*** Opening Material for this exercise ***

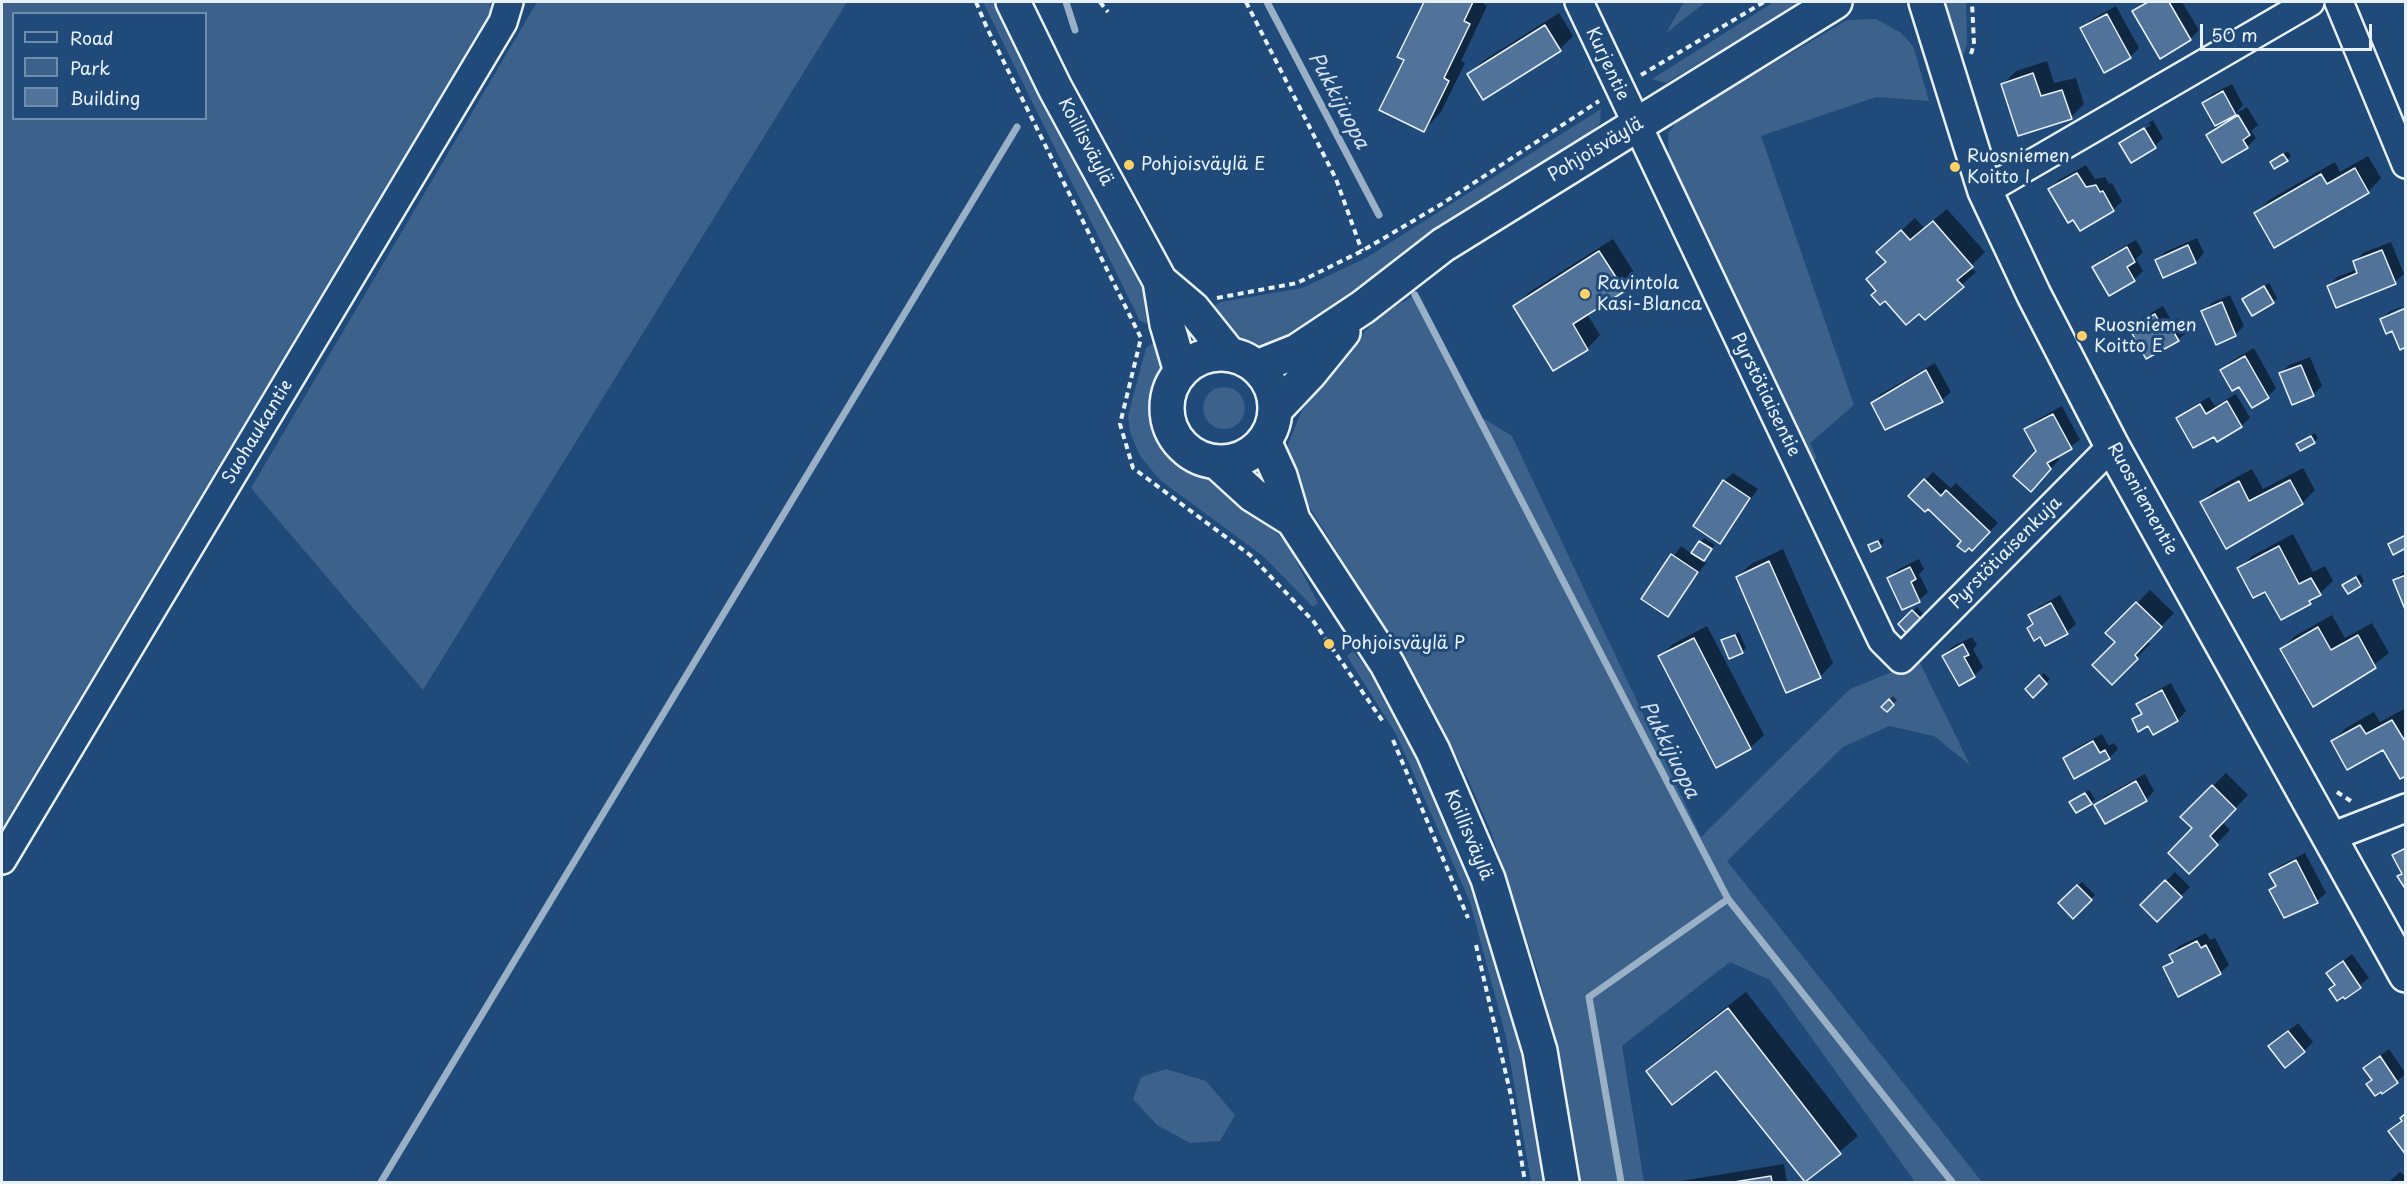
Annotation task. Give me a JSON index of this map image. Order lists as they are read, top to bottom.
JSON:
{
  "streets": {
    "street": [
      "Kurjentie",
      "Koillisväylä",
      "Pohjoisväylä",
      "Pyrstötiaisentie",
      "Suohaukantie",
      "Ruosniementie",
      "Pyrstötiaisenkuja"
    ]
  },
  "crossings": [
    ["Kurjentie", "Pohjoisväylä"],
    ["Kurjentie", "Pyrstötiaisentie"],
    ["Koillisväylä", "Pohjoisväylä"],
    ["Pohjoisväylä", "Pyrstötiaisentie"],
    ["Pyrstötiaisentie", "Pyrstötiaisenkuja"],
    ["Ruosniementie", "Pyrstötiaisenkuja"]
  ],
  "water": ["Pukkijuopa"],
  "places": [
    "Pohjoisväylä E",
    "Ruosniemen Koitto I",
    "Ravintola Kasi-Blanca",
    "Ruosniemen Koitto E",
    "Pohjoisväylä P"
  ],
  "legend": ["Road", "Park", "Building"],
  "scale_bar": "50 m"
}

*** Closing Material for this exercise ***

What is needed> Transcribe the records above exactly, omitting every picture they contain.

Response below>
Annotation task. Give me a JSON index of this map image. Order lists as they are read, top to bottom.
JSON:
{
  "streets": {
    "street": [
      "Kurjentie",
      "Koillisväylä",
      "Pohjoisväylä",
      "Pyrstötiaisentie",
      "Suohaukantie",
      "Ruosniementie",
      "Pyrstötiaisenkuja"
    ]
  },
  "crossings": [
    ["Kurjentie", "Pohjoisväylä"],
    ["Kurjentie", "Pyrstötiaisentie"],
    ["Koillisväylä", "Pohjoisväylä"],
    ["Pohjoisväylä", "Pyrstötiaisentie"],
    ["Pyrstötiaisentie", "Pyrstötiaisenkuja"],
    ["Ruosniementie", "Pyrstötiaisenkuja"]
  ],
  "water": ["Pukkijuopa"],
  "places": [
    "Pohjoisväylä E",
    "Ruosniemen Koitto I",
    "Ravintola Kasi-Blanca",
    "Ruosniemen Koitto E",
    "Pohjoisväylä P"
  ],
  "legend": ["Road", "Park", "Building"],
  "scale_bar": "50 m"
}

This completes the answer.